Task goal> Please give back the listing exactly, without any of its pictures.

Data below>
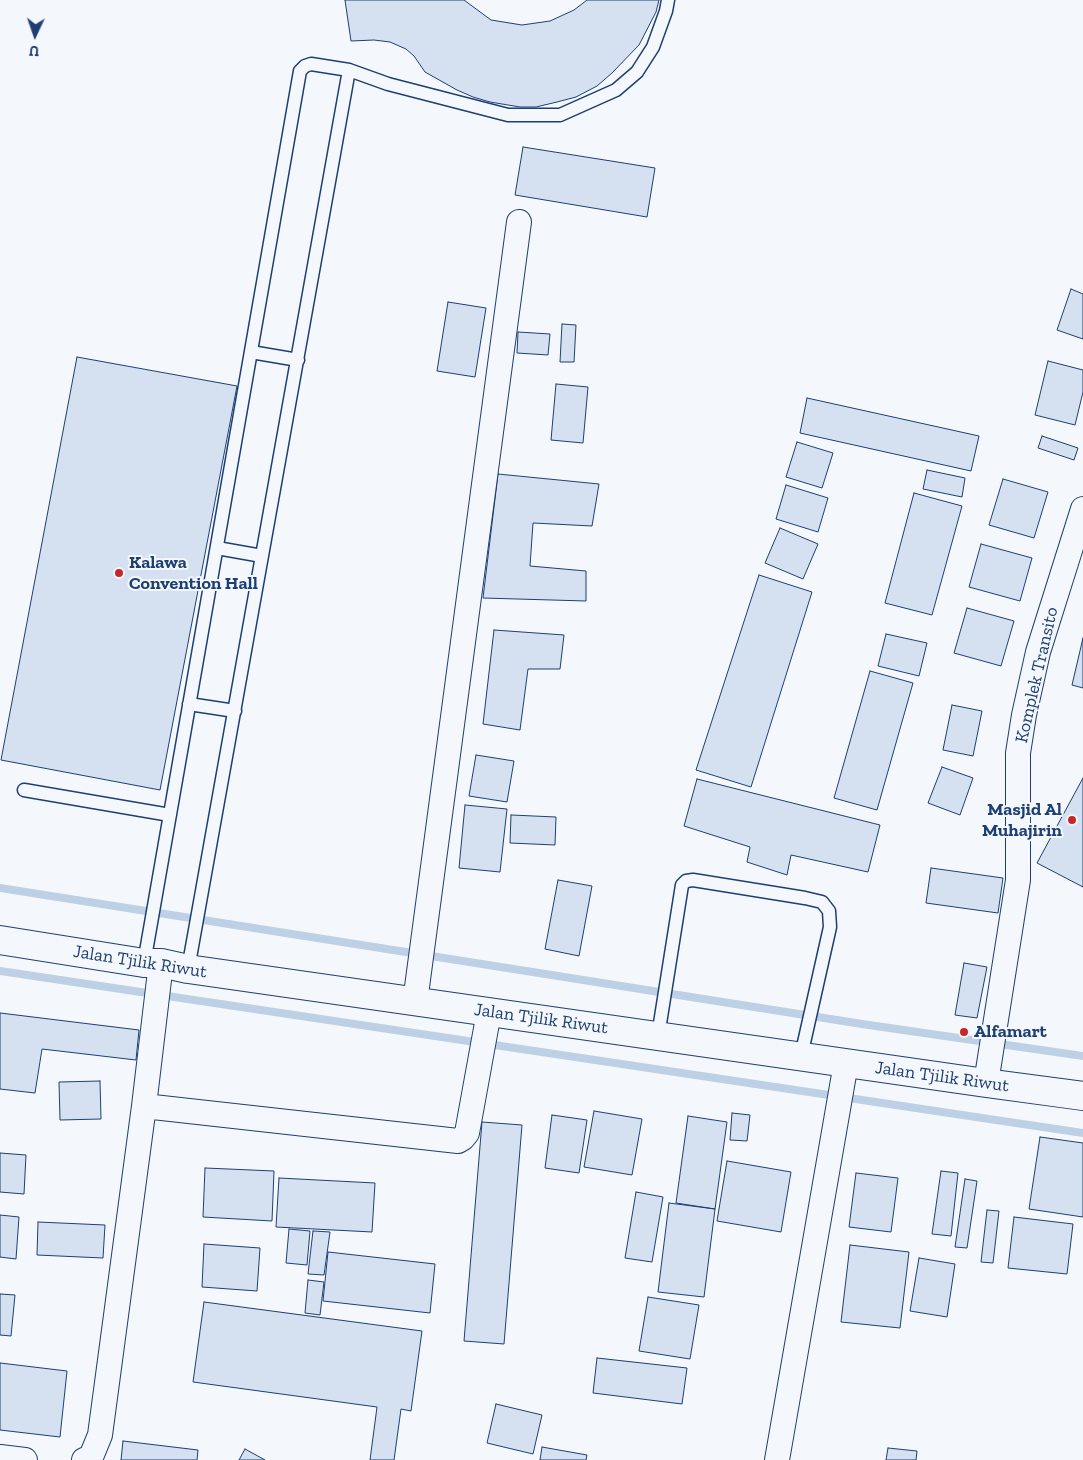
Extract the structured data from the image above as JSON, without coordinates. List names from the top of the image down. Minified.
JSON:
{"streets":{"highway":["Jalan Tjilik Riwut"],"street":["Komplek Transito"]},"crossings":[["Komplek Transito","Jalan Tjilik Riwut"]],"places":["Kalawa Convention Hall","Masjid Al Muhajirin","Alfamart"],"north":"bottom"}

Exercise solution>
Extract the structured data from the image above as JSON, without coordinates. List names from the top of the image down. Minified.
JSON:
{"streets":{"highway":["Jalan Tjilik Riwut"],"street":["Komplek Transito"]},"crossings":[["Komplek Transito","Jalan Tjilik Riwut"]],"places":["Kalawa Convention Hall","Masjid Al Muhajirin","Alfamart"],"north":"bottom"}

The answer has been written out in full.